Declines in homeownership rates are not just a concern in the U.S. In fact, homeownership declines in the U.K. have been relatively larger for younger households than the impacts experienced here.
In the U.S., the homeownership rate for 25 to 34 year olds fell from 42.2% at the end of 2003 to 35.8% at the end of 2014, according to data from the Census Bureau’s Current Population Survey/Housing Vacancy Survey. In the UK, homeownership declines have been even more dramatic. Among households aged 25 to 34, the homeownership rate fell from 59% in 2003 to 36% in 2014 according to the data reported in the Economist magazine.

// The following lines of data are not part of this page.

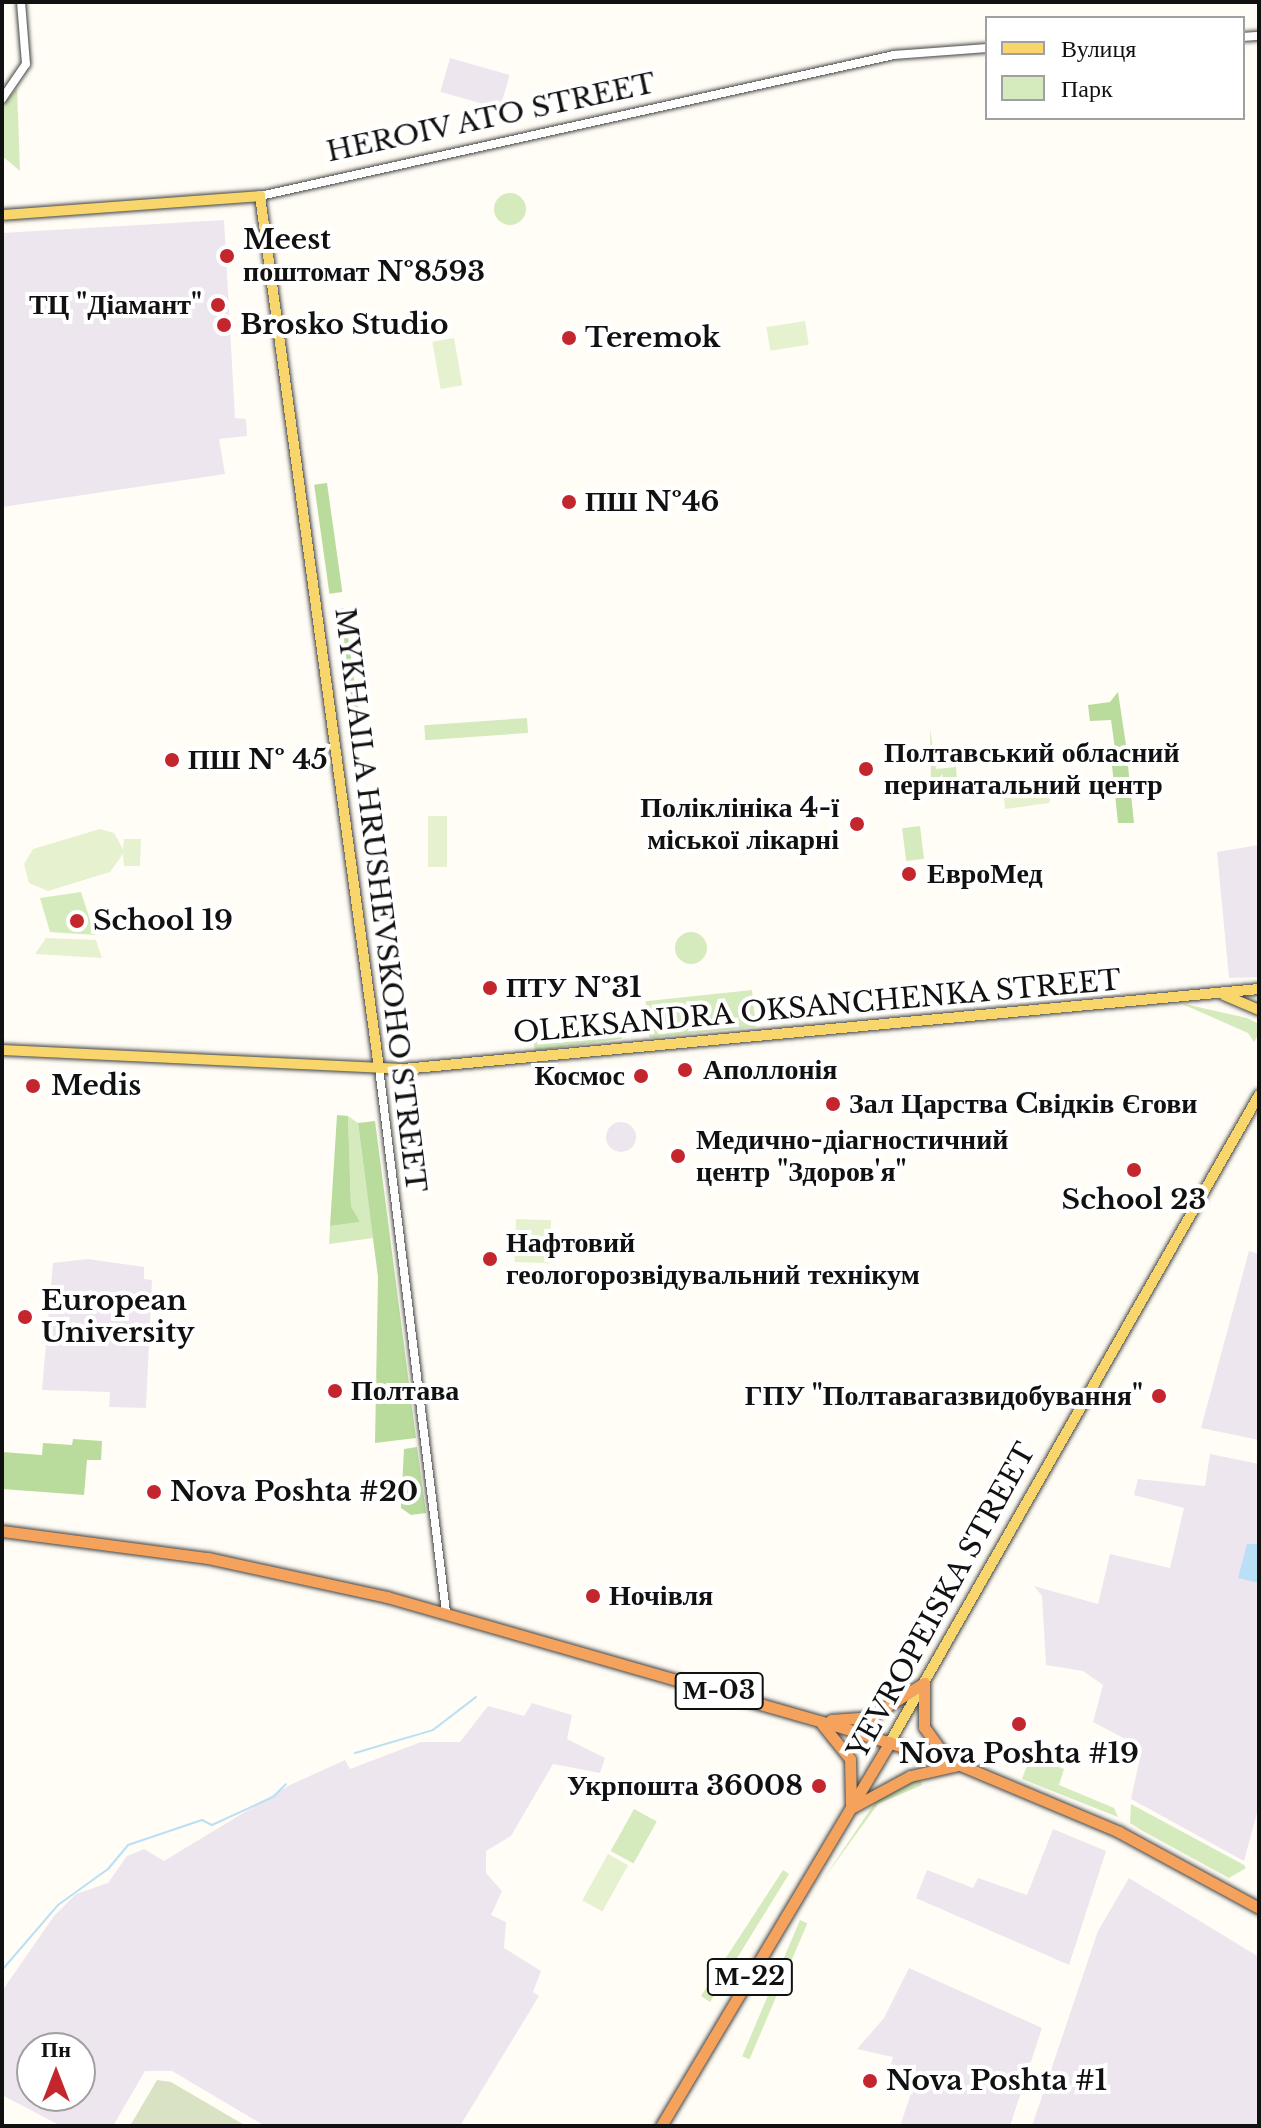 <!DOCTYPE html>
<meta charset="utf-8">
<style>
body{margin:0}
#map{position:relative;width:1261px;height:2128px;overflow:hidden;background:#fffdf5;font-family:"Libre Baskerville",serif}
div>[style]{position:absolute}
.industrial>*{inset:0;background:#eee6ef;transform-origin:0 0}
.round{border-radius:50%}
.green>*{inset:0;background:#d5ebbd;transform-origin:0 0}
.forest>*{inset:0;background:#b9dc9c;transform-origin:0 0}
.cemetery>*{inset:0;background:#d9e3c4}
.pitch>*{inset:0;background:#e6f2cf;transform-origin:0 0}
.water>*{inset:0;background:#b9e0f7}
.stream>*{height:2px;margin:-1px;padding:0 1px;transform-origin:1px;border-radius:1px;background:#b9e0f7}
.roads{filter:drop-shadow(0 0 2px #444) drop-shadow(0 0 2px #444)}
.minor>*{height:8px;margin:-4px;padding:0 4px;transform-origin:4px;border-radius:4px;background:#fff}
.major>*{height:10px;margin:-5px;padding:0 5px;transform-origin:5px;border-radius:5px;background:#f9d66b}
.highway>*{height:11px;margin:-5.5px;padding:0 5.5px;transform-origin:5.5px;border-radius:5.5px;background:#f5a25d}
.dots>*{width:22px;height:22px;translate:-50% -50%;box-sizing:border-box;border:4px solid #fff;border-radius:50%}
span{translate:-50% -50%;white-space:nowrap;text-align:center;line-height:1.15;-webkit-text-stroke:8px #fff;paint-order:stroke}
.shield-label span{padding:2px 6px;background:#fff;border:2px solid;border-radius:6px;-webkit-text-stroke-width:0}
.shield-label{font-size:26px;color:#111;font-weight:700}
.street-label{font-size:28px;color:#111}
.poi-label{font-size:28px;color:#111;font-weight:700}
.left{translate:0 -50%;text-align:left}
.right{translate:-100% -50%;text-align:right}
.frame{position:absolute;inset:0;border:4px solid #111;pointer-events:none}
.legend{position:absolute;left:985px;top:16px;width:260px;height:104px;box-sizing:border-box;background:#fff;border:2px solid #a0a0a0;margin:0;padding:10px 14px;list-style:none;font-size:24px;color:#111}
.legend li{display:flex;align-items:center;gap:16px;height:40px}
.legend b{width:40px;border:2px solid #a0a0a0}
.north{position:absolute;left:16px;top:2032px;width:80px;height:80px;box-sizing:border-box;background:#fff;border:2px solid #a0a0a0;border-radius:50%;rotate:0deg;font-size:22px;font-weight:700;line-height:32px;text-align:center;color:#111}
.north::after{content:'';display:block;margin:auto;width:28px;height:36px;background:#c4262e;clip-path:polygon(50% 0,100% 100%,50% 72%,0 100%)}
</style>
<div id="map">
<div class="industrial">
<div style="left:450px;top:58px;width:62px;height:35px;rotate:16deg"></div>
<div style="clip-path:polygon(224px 220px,235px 418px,246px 419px,247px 436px,219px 439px,225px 474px,2px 507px,2px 233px)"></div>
<div style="clip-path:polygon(1259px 845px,1259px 977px,1229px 978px,1217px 852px)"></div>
<div class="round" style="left:606px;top:1122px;width:30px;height:30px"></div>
<div style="clip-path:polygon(1249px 1251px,1259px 1254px,1259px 1440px,1201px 1428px)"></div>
<div style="clip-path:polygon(88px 1259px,144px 1267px,144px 1279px,152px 1280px,146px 1408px,109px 1407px,110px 1392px,42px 1390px,53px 1263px)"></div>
<div style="clip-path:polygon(1210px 1454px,1259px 1464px,1259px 1805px,1244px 1861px,1131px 1799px,1142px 1748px,1093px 1722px,1103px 1685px,1083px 1671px,1046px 1665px,1042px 1596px,1034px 1586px,1098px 1604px,1110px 1554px,1170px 1568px,1184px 1508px,1134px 1495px,1138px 1479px,1205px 1486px)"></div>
<div style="clip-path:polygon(evenodd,532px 1703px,572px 1715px,567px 1739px,605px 1758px,600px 1773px,553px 1764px,511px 1836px,486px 1851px,486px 1873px,502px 1891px,491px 1915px,506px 1922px,504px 1948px,541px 1971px,533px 1992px,539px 1996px,460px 2126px,265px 2126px,172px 2071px,145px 2071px,113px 2126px,61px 2126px,2px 2095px,2px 1991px,54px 1916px,76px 1894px,108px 1883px,127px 1856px,144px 1849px,164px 1861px,288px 1786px,345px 1760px,350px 1769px,421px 1742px,460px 1742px,488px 1706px,524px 1716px,532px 1703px,32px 2048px,80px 2048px,80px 2096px,32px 2096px,32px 2048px)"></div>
<div style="clip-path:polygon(1053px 1829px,1106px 1851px,1069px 1965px,916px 1898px,927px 1870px,973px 1888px,978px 1878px,1027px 1895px)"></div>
<div style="clip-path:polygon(1129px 1878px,1259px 1957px,1259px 2126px,1032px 2126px,1098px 1931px)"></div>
<div style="clip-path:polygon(909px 1968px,1042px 2028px,1010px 2126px,900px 2126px,918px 2073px,891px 2064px,893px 2057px,857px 2049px,884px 2018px)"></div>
</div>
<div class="green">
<div style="clip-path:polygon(17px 88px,20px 171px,2px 156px,2px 106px)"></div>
<div class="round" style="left:494px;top:193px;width:32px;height:32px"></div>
<div style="left:527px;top:718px;width:15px;height:103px;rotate:86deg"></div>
<div style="clip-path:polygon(930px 729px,936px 769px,956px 767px,957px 779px,931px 782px)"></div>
<div style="left:920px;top:826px;width:33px;height:18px;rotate:83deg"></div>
<div style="clip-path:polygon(81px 892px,95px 935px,50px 932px,40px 898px)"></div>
<div class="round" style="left:675px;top:932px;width:32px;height:32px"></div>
<div style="left:752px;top:990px;width:37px;height:107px;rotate:84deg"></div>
<div style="clip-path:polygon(1180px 1003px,1247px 1018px,1257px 1023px,1259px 1034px,1254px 1042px,1248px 1033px)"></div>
<div style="left:620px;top:1025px;width:14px;height:88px;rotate:82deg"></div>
<div style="clip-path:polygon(348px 1116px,358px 1123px,373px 1238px,329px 1244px,330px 1226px,360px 1222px,351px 1206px)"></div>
<div style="clip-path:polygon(1031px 1755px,1064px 1769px,1059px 1785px,1114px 1808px,1118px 1817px,1022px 1779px)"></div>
<div style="clip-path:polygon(920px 1778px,922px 1785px,878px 1804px,822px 1881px,876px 1801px)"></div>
<div style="clip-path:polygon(1131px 1804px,1244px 1865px,1246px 1868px,1229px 1878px,1141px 1830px,1130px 1823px)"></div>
<div style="left:634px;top:1809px;width:26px;height:48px;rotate:29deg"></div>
<div style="clip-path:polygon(783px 1870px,789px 1874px,710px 2002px,701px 1996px)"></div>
<div style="left:800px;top:1920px;width:8px;height:148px;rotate:23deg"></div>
</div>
<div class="forest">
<div style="left:327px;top:483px;width:110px;height:13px;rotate:82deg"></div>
<div style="left:344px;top:608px;width:107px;height:12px;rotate:82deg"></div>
<div style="clip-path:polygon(1118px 692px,1128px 758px,1115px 749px,1111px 720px,1090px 721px,1088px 705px,1110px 702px)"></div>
<div style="clip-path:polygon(1111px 756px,1128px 766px,1134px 823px,1118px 823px)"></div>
<div style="clip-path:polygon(337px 1115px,348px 1116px,351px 1206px,360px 1222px,330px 1226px)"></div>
<div style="clip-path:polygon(375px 1121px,416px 1438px,375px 1443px,378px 1277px,358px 1123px)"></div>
<div style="clip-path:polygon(73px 1439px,102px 1441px,101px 1460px,87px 1460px,84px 1495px,2px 1489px,2px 1452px,42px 1455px,43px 1443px,72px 1445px)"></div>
<div style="clip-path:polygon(417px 1447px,426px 1513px,411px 1515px,401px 1508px,404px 1449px)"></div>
</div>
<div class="cemetery">
<div style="clip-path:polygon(157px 2080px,171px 2082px,246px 2126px,130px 2126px)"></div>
</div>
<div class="pitch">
<div style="left:805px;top:321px;width:24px;height:39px;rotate:81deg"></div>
<div style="left:454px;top:338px;width:48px;height:22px;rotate:80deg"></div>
<div style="left:1047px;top:782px;width:21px;height:45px;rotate:82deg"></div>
<div style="left:428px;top:816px;width:19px;height:51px"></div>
<div style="clip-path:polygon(100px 829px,114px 833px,123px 849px,124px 839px,141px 839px,140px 866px,124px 866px,123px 854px,110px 872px,48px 891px,29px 883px,24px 864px,33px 849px)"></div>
<div style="clip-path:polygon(46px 938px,96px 940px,102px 958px,35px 954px)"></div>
<div style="left:516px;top:1219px;width:35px;height:43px;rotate:2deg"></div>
<div style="left:608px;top:1854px;width:23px;height:53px;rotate:29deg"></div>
</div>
<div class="water">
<div style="clip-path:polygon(1247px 1544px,1259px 1544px,1259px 1583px,1238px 1578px)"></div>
</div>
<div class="stream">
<div style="left:355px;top:1753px;width:81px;rotate:-16.4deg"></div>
<div style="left:433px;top:1730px;width:54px;rotate:-37.5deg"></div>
<div style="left:2px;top:1970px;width:86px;rotate:-49.3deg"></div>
<div style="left:58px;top:1905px;width:62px;rotate:-35.8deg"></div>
<div style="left:108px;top:1869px;width:31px;rotate:-50deg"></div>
<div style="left:128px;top:1845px;width:78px;rotate:-18.7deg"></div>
<div style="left:202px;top:1820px;width:11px;rotate:27deg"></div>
<div style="left:212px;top:1825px;width:67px;rotate:-24.7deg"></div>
<div style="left:273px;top:1797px;width:18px;rotate:-45deg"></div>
</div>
<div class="roads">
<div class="minor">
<div style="left:1243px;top:37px;width:16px;rotate:-4deg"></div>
<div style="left:2px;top:99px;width:42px;rotate:-55.6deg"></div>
<div style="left:26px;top:64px;width:62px;rotate:-94.6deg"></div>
<div style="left:260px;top:196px;width:649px;rotate:-12.54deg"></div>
<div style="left:894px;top:55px;width:93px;rotate:-4.3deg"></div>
<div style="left:379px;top:1068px;width:548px;rotate:82.98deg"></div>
</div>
<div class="major">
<div style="left:2px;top:215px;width:259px;rotate:-4.2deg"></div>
<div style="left:260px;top:196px;width:880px;rotate:82.23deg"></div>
<div style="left:1224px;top:995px;width:38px;rotate:23deg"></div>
<div style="left:2px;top:1050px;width:401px;rotate:2.7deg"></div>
<div style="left:403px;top:1069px;width:860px;rotate:-5.34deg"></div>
<div style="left:890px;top:1742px;width:745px;rotate:-60.3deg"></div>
</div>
<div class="highway">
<div style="left:2px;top:1531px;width:208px;rotate:7.5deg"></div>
<div style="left:208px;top:1558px;width:183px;rotate:12.3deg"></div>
<div style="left:387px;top:1597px;width:465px;rotate:16deg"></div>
<div style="left:834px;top:1725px;width:132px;rotate:17.6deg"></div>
<div style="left:960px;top:1765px;width:173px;rotate:22.8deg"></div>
<div style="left:1119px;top:1832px;width:159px;rotate:28.5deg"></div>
<div style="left:924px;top:1683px;width:44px;rotate:90deg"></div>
<div style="left:924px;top:1727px;width:36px;rotate:54deg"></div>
<div style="left:831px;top:1720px;width:39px;rotate:-4deg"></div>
<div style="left:870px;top:1717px;width:64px;rotate:-32.2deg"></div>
<div style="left:822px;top:1724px;width:45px;rotate:51.3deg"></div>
<div style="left:850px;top:1759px;width:45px;rotate:88.7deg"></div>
<div style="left:853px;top:1807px;width:65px;rotate:-28.5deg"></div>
<div style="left:910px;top:1776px;width:50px;rotate:-12.7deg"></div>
<div style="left:661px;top:2126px;width:447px;rotate:-59.2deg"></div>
</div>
</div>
<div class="dots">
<div style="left:227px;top:256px;background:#c4262e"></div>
<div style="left:218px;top:305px;background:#c4262e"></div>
<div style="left:224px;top:325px;background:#c4262e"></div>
<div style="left:569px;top:338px;background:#c4262e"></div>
<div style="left:569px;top:502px;background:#c4262e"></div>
<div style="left:172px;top:760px;background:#c4262e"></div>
<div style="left:866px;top:769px;background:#c4262e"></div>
<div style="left:857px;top:824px;background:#c4262e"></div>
<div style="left:909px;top:874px;background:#c4262e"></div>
<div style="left:77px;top:921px;background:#c4262e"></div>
<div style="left:490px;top:988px;background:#c4262e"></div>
<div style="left:685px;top:1070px;background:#c4262e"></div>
<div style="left:641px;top:1076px;background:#c4262e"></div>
<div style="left:33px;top:1086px;background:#c4262e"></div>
<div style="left:833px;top:1104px;background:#c4262e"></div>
<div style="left:678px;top:1156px;background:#c4262e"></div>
<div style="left:1134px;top:1170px;background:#c4262e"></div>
<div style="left:490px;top:1259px;background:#c4262e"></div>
<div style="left:25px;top:1317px;background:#c4262e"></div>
<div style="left:335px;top:1391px;background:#c4262e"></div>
<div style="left:1159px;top:1396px;background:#c4262e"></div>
<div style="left:154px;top:1492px;background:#c4262e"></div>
<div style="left:593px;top:1596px;background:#c4262e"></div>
<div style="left:1019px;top:1724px;background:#c4262e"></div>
<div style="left:819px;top:1786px;background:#c4262e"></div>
<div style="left:870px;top:2081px;background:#c4262e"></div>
</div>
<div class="shield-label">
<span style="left:719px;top:1691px">М-03</span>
<span style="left:750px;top:1977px">М-22</span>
</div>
<div class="street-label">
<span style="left:491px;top:118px;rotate:-12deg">HEROIV ATO STREET</span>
<span style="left:380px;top:900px;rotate:83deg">MYKHAILA HRUSHEVSKOHO STREET</span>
<span style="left:817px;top:1007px;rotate:-5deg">OLEKSANDRA OKSANCHENKA STREET</span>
<span style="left:942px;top:1601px;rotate:-61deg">YEVROPEISKA STREET</span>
</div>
<div class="poi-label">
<span class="left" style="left:243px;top:256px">Meest<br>поштомат №8593</span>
<span class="right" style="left:202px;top:305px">ТЦ "Діамант"</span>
<span class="left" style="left:240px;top:325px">Brosko Studio</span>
<span class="left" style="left:585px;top:338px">Teremok</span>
<span class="left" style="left:585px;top:502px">ПШ №46</span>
<span class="left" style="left:884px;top:769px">Полтавський обласний<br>перинатальний центр</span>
<span class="left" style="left:188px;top:760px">ПШ № 45</span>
<span class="right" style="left:839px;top:824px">Поліклініка 4-ї<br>міської лікарні</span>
<span class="left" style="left:927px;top:874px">ЕвроМед</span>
<span class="left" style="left:93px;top:921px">School 19</span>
<span class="left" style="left:506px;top:988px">ПТУ №31</span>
<span class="left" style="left:703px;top:1070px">Аполлонія</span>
<span class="right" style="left:625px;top:1076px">Космос</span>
<span class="left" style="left:51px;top:1086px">Medis</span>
<span class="left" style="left:849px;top:1104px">Зал Царства Cвідків Єгови</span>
<span class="left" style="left:696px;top:1156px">Медично-діагностичний<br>центр "Здоров'я"</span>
<span style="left:1134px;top:1200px">School 23</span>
<span class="left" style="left:506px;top:1259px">Нафтовий<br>геологорозвідувальний технікум</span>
<span class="left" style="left:41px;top:1317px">European<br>University</span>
<span class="left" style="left:351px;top:1391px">Полтава</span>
<span class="right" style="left:1143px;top:1396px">ГПУ "Полтавагазвидобування"</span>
<span class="left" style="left:170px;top:1492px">Nova Poshta #20</span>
<span class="left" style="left:609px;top:1596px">Ночівля</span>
<span style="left:1019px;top:1754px">Nova Poshta #19</span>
<span class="right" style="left:803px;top:1786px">Укрпошта 36008</span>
<span class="left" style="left:886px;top:2081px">Nova Poshta #1</span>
</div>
<div class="frame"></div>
<ul class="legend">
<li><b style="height:10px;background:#f9d66b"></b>Вулиця</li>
<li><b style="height:22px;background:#d5ebbd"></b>Парк</li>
</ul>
<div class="north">Пн</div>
</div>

For the population as a whole, the U.S. homeownership rate declined from 68.3% in 2003 to 64.5% in 2014. Again, the decline in the UK for the total population has been more significant. According to The Economist, the U.K. homeownership rate has fallen from a peak of 71% in 2003 to 63% in 2014.
Consequently, for the first time in the U.K., a larger share of households owned their homes mortgage-free (33%) compared to those holding a mortgage (31%). In the U.S., approximately 20% of total households (approximately one-third of homeowners) own their homes free-and-clear of a mortgage.
In the U.S., tight credit requirements continue to make obtaining a mortgage difficult for first-time buyers. In the U.K., the challenge for first-time buyers has generated an ambitious plan to build cut-price “starter homes.” And the British government has proposed a tax benefit linked to saving for a downpayment on certain home purchases. Under the proposal, the government will match monthly savings for a first-time home purchase by 25%, up to 3,000 pounds of tax benefits. The bonus will be available on home purchases of up to 450,000 pounds in London and up to 250,000 pounds outside of London. The consensus to date is that there has been little impact so far from these help-to-buy plans for first-time buyers.
It is also worth noting that the U.K. phased out its version of the mortgage interest deduction over a number of years, ending in 2000.
However, it is always important to remember that international comparisons of housing variables, like homeownership, are made difficult by not just differences in tax and finance policy, but also more fundamental differences in demographics, property law, and even cultural preferences.